Their friend Gerald Murphy described them in 1925 as inseparable, "a pair of conspirators": "It was as though they were waiting for something to happen: they didn't want entertainment, or exotic food; they seemed to be looking forward to something fantastic . . . Something had to happen, something extravagant. It was that they were in search of, and they went for it alone." If they couldn't have the intensity of happiness all the time, then they would have intensity of some other kind.

Taylor holds that it was Fitzgerald's use of Zelda in his fiction, and his refusal to allow her to write fiction herself, that destroyed her. There is some truth in this theory. According to Taylor, Zelda succumbed to madness because Fitzgerald, having used her in his books - often quoting directly from her diaries and letters - could not accept her desire to be someone other than just his heroine.
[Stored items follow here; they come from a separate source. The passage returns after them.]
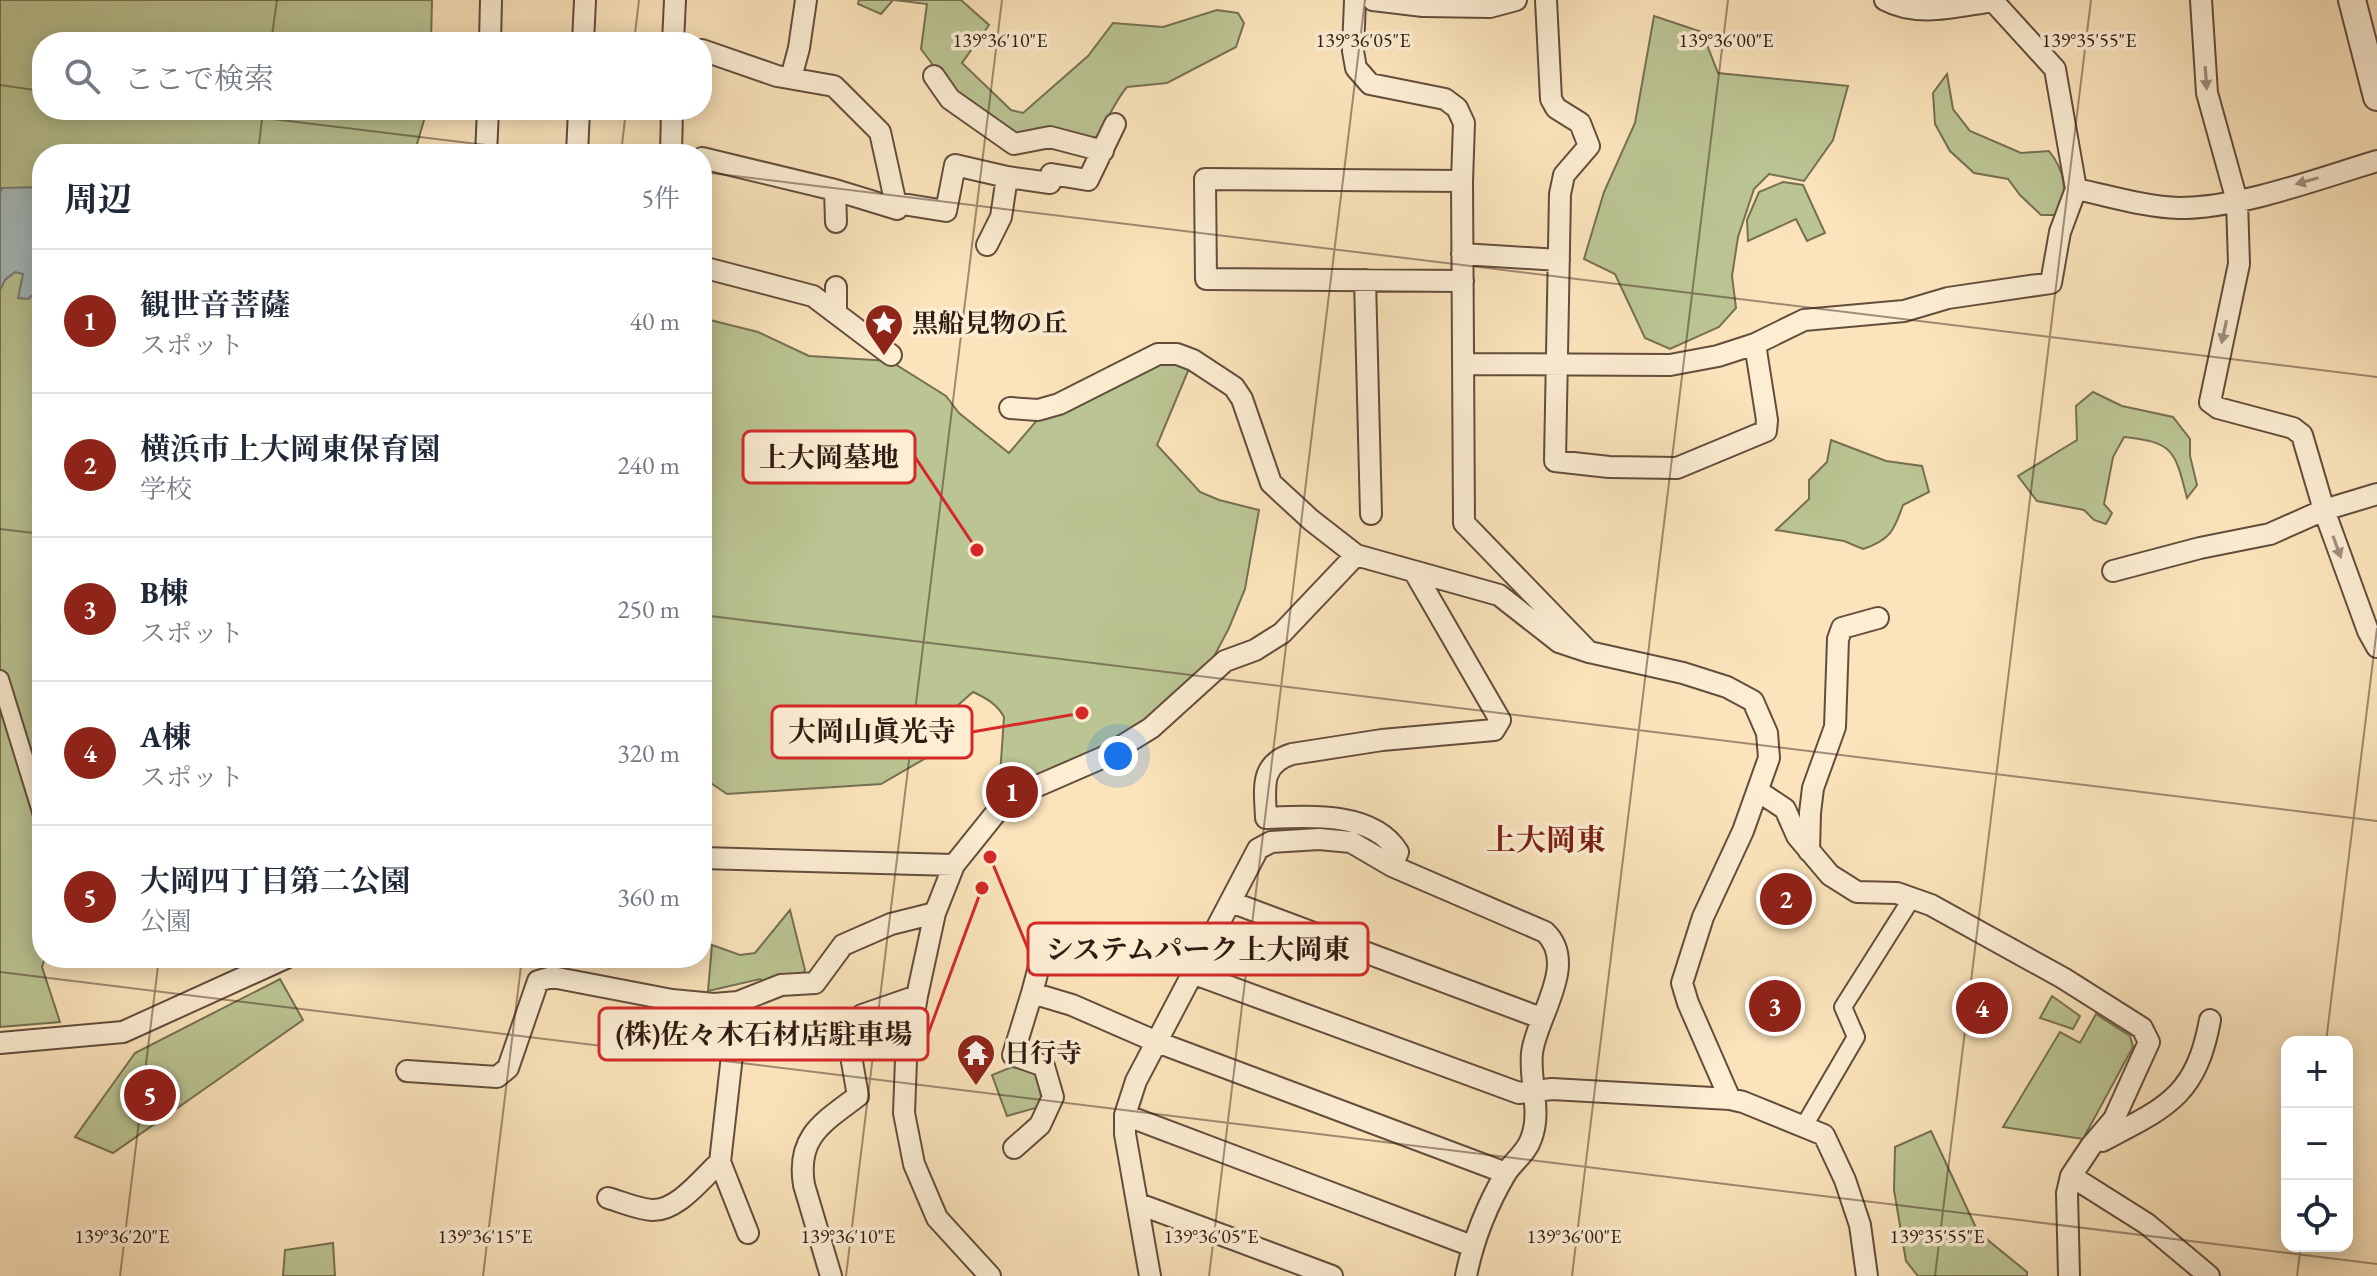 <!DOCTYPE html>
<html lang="ja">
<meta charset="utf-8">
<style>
:root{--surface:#fff;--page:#f2f2f3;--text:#1f2937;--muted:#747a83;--line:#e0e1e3;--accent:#8f2418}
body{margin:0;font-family:"EB Garamond","Noto Serif JP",serif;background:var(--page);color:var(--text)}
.controls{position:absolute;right:24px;bottom:24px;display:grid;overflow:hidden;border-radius:16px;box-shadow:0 4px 20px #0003}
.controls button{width:72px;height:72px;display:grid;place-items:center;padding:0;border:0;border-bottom:2px solid var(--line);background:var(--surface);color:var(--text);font:40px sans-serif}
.you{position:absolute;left:1118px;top:756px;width:28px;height:28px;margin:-20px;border:6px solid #fff;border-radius:50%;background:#1a73e8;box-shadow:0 0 0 12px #1a73e833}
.badge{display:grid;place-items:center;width:52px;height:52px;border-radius:50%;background:var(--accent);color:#fff;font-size:26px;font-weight:700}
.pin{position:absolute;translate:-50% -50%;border:4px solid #fff;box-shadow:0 2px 8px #0006}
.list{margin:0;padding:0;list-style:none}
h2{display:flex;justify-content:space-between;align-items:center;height:104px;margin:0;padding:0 32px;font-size:34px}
h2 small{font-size:26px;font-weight:400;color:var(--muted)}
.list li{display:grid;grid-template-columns:52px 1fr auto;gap:24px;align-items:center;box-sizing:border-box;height:144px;padding:0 32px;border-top:2px solid var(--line)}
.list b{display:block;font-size:30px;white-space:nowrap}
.list p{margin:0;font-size:26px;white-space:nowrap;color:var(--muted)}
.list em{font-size:26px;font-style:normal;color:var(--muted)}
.icon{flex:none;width:44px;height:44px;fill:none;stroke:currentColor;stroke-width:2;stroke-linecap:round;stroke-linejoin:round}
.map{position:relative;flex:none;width:2377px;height:1276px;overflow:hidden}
.search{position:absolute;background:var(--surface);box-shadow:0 4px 20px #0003;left:32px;top:32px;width:680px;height:88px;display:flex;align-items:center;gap:20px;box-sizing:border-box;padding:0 28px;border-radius:32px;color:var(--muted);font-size:30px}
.panel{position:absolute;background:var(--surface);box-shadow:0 4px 20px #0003;left:32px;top:144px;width:680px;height:824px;border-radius:32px}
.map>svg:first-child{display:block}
.green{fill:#bbc593;stroke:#767053;stroke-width:2}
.water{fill:#a5bbbc;stroke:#767b78;stroke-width:2}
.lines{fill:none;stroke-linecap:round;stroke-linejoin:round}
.pedestrian-casing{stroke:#634d3d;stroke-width:20}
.minor-casing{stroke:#634d3d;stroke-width:24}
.tertiary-casing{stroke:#634d3d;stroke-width:30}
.pedestrian{stroke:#fcedd3;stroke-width:16}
.minor{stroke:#fcedd3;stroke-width:20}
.tertiary{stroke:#fcedd3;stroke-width:26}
.oneway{fill:#a08e7d}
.ticks{fill:none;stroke:#301b13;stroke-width:2;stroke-opacity:0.45}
.labels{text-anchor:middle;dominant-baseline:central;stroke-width:7;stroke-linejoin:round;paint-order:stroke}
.poi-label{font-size:26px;font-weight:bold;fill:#301b13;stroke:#fcedd3;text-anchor:start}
.quarter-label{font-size:30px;font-weight:bold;fill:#7a1f14;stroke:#fcedd3}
.ticks-label{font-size:20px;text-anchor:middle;fill:#301b13;stroke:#fcedd3;stroke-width:7;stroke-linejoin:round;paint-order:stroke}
.leader{fill:none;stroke:#d62828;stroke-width:3}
.callout-dot{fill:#d62828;stroke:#fcedd3;stroke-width:3}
.callout{fill:#fcedd3;stroke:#d62828;stroke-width:3}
.callout-label{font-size:28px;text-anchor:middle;font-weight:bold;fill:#301b13}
</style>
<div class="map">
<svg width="2377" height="1276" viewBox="0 0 2377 1276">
<rect width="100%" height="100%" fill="#fbe4bb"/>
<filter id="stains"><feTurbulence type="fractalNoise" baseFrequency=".0025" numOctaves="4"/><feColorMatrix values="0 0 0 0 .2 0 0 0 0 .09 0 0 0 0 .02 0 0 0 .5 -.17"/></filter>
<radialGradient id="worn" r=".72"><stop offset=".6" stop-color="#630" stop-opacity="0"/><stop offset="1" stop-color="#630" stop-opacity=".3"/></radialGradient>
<path class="green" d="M0,0H432L431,42H42V110H427L417,144L423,154H42V958H45L42,967L60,1022L0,1027Z
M859,0H893L881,14L858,4Z
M894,0H961L989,25L962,63L1011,110L1023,113L1088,56L1113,23L1163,27L1217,10L1238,13L1244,23L1236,47L1167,83L1127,87C1114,102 1108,120 1097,137L1016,138L958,98L921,49L927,4Z
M1654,16L1702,32L1718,73L1848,86L1833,140L1804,181L1769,174L1754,189L1738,237L1732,276L1736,308L1719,327L1670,349L1645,338L1615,274L1584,259L1604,192L1635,123Z
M1947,74L1953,109L1970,131L2021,153L2049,151C2065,171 2068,191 2059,215H2041L2020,195L2008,179L1974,173L1950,151L1935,124L1933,93Z
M1783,182L1803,185L1825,233L1807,241L1796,219L1748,241L1747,220L1759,192Z
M702,318L758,332L809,356L890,361L946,396L959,413L1009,453L1038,419L1168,359L1191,364L1157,445L1200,492L1219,500L1259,510L1245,589L1229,628L1210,664L1149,724L1017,792L1011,787L999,790L1004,717C997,704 986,698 973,692L957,706L926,758L881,784L727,794L702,777Z
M2093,392L2122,406L2173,417L2190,439V456L2197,485L2187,498C2175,451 2174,442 2124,437L2113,457L2104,504L2112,513L2106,524L2094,520L2084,510L2037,501L2018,476L2077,440L2076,406Z
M1831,440L1886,461L1922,466L1929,492L1903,505C1894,531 1890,540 1863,549L1844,541L1776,530L1809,499V480L1827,462Z
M790,910L805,970L802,974L762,981L760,979L708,991L712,945L740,955L755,953Z
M280,979L303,1020L113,1153L75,1137L135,1053Z
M2052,996L2080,1016L2073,1029L2040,1018Z
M2096,1014L2130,1036L2133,1047L2083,1139L2003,1127L2060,1032L2080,1043Z
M1012,1067L1036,1073L1042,1101L1039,1107L1007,1116L992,1075Z
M1931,1131L1978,1232L2027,1272V1276H1918L1906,1261L1894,1190L1895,1147Z
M333,1243L335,1276H283L285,1250Z"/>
<path class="water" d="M42,187L41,288L28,299L18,298L23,274L15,272L5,280L0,290V193L2,188Z"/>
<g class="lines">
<g class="pedestrian-casing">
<path id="pedestrian" d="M0,679L42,815
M1804,1126L1856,1037L1843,1007L1912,898"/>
</g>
<g class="minor-casing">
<path id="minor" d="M1355,0L1353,51L1356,68L1370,84L1445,99L1457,108L1464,123L1462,181L1464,523L1586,649
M1373,0L1423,6L1490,7L1516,0
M1546,0L1551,99L1556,108L1580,123L1589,146L1564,175L1560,194L1555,461L1609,467L1677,468L1766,431L1767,420L1755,344
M1885,0C1919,18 1957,6 1993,1L2055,69L2076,189C2110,196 2145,207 2179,208C2241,208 2317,179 2377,161
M2201,0L2207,93L2237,201L2239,264L2210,402L2218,408L2293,428L2302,435L2324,510L2368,631L2377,647
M490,42L491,0
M583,42L585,0
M673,42L675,0
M702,50L777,76L834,86L880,132L897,209L835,190L702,158
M934,76L950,99L1014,144L1050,137L1103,151
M791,78L799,48L806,0
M486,154L488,110
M577,154L579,110
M671,154L672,110
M1462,181L1205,179L1206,279L1463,281
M835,190L836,222
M896,203L946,211L955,165L1007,177L1050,183L1051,174L1088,180L1115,124
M987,245L1001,217L1007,177
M1462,254L1559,260
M702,267L813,296L891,355
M1365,280L1371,514
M836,312V287
M1463,364L1670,365L1718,356L1755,344L1804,320L1904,311L1948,298L2051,283L2060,232L2076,189
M1010,408L1038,410L1059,404L1158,354H1177L1193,360L1234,387L1242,399L1271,483L1311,520L1356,555L1499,595L1559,642L1589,652L1683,673L1727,687L1753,701L1767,733L1769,758L1743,831L1703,917L1682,983L1688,1003L1730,1099
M2113,571L2200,548L2270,534L2324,510L2377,494
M1758,791L1785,809L1797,836L1830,875L1857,892L1897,893L1931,905L2063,978L2142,1028L2149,1042L2114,1119L2091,1146L2071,1176L2067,1193L2069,1276
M1809,851L1810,813L1813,788L1835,727L1838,639L1842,628L1878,618
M702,858L954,865
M1392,866L1398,852C1373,811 1308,816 1266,818C1265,789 1259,764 1292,754L1382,740L1494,730L1500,720L1415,573
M1231,902L1541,1018
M1192,973L1519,1093L1552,1089L1730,1099L1743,1102L1824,1135L1845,1180L1860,1225L1867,1276
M1032,993L1046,940
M738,1002L720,1162L748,1233
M0,1043L123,1032L286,958
M407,1071L497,1077L508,1068L538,981L552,977L672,1000L714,1004L738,1002L781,985L815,983L843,945L891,924L935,913
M1125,1115L1472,1246
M2102,1141C2165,1108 2196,1097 2210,1020
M1014,1148L1040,1125L1053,1097L1044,1066L1013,1055L1032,993L1072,1005L1157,1042L1506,1173
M2071,1176L2147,1224L2209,1276
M608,1198C622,1202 637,1209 652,1210C678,1211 702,1178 720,1162
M1139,1204L1332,1276
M831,1276L804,1185C796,1136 824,1122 858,1096L851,1056L862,1015L917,996
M990,1276L937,1218L914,1164L904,1113L906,1060L917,996L935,913L954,865L1003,804L1035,787L1104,757L1151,728L1225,661L1255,650L1282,633L1356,555
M1150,1276L1125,1134V1115L1136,1081L1258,849L1271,842L1319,839L1351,842L1392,866L1545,932C1579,964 1536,1017 1532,1053C1529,1081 1542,1112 1531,1139C1527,1152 1513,1162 1506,1173C1487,1205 1473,1241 1466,1276"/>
</g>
<g class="tertiary-casing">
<path id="tertiary" d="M2352,0L2377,97"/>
</g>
<use href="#pedestrian" class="pedestrian"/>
<use href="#minor" class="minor"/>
<use href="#tertiary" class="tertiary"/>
</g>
<defs><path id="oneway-solid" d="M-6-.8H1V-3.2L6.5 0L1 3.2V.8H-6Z" transform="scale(2)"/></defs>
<g class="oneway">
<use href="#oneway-solid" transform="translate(2206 78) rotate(86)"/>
<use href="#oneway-solid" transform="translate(2307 181) rotate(164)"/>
<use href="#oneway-solid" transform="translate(2224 332) rotate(102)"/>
<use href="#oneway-solid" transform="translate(2337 547) rotate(70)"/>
</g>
<path class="ticks" d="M271,42L277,0M634,42L639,0M0,85L42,91M200,110L558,154M258,154L263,110M621,154L626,110M702,172L2377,377M0,529L42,534M702,615L2377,821M0,972L2377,1264M2326,1042L2377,628M120,1276L159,958M483,1276L522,958M846,1276L1002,0M1209,1276L1365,0M1572,1276L1728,0M1935,1276L2091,0M2297,1276L2301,1246"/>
<defs>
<g id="sight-pin" transform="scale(2)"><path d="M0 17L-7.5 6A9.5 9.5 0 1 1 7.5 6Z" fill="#8f2418" stroke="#fcedd3"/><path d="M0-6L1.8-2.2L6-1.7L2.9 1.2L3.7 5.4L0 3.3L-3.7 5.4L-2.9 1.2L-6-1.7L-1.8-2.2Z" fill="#fff"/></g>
<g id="temple-pin" transform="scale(2)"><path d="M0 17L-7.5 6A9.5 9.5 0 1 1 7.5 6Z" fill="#8f2418" stroke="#fcedd3"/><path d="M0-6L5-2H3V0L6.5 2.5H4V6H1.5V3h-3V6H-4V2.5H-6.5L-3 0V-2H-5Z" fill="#fff"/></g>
</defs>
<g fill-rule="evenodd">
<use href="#sight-pin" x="884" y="323"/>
<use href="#temple-pin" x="976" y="1053"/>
</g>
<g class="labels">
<g class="poi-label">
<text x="912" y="323">黒船見物の丘</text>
<text x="1004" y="1053">日行寺</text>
</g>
<g class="quarter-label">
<text x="1546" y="839">上大岡東</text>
</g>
</g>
<g class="ticks-label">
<text x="1000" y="47">139°36'10"E</text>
<text x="1363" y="47">139°36'05"E</text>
<text x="1726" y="47">139°36'00"E</text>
<text x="2089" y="47">139°35'55"E</text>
<text x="122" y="1243">139°36'20"E</text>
<text x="485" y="1243">139°36'15"E</text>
<text x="848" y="1243">139°36'10"E</text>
<text x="1211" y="1243">139°36'05"E</text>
<text x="1574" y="1243">139°36'00"E</text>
<text x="1937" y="1243">139°35'55"E</text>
</g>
<path class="leader" d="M977 550L915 457M1082 713L972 732M990 857L1028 949M982 888L928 1034"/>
<g class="callout-dot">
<circle cx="977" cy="550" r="8"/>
<circle cx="1082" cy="713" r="8"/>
<circle cx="990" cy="857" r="8"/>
<circle cx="982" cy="888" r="8"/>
</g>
<g class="callout">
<rect x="743" y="431" width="172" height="52" rx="8"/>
<rect x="772" y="706" width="200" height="52" rx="8"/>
<rect x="1028" y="923" width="340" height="52" rx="8"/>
<rect x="599" y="1008" width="329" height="52" rx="8"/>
</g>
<g class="callout-label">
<text x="829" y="467">上大岡墓地</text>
<text x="872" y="741">大岡山眞光寺</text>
<text x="1198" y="959">システムパーク上大岡東</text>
<text x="764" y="1044">(株)佐々木石材店駐車場</text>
</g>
<rect width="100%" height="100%" filter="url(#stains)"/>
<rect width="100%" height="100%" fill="url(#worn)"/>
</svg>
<div class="controls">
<button>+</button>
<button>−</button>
<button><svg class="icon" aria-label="locate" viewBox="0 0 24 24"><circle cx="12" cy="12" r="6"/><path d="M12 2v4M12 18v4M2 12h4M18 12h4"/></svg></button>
</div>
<div class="you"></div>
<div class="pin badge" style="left:1012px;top:792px">1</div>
<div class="pin badge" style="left:1786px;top:899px">2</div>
<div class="pin badge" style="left:1775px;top:1006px">3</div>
<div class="pin badge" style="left:1982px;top:1008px">4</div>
<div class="pin badge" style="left:150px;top:1095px">5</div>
<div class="search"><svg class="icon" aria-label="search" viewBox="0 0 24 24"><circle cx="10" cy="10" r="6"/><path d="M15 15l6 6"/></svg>ここで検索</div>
<section class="panel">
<h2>周辺<small>5件</small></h2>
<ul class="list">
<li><span class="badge">1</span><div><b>観世音菩薩</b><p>スポット</p></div><em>40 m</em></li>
<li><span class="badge">2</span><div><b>横浜市上大岡東保育園</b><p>学校</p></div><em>240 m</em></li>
<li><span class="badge">3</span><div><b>B棟</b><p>スポット</p></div><em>250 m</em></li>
<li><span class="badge">4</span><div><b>A棟</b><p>スポット</p></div><em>320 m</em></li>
<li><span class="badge">5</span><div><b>大岡四丁目第二公園</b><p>公園</p></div><em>360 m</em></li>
</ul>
</section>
</div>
But if Zelda was Scott's muse, then he was her priest - and the qualities that made him worship her did not necessarily make her loveable. He was tortured, for instance, by Zelda's assertion that she could be physically unfaithful to him and remain untouched by it. The selfishness he loved in her, the attitude of taking what one wanted when one wanted it and never thinking of the consequences, contributed to their joint decline, as did Scott's hypocritical attitude to Zelda's writing. But, in the end, it comes down to the work: we are interested in Scott Fitzgerald not because he lived wildly, but because he wrote The Great Gatsby and Tender is the Night.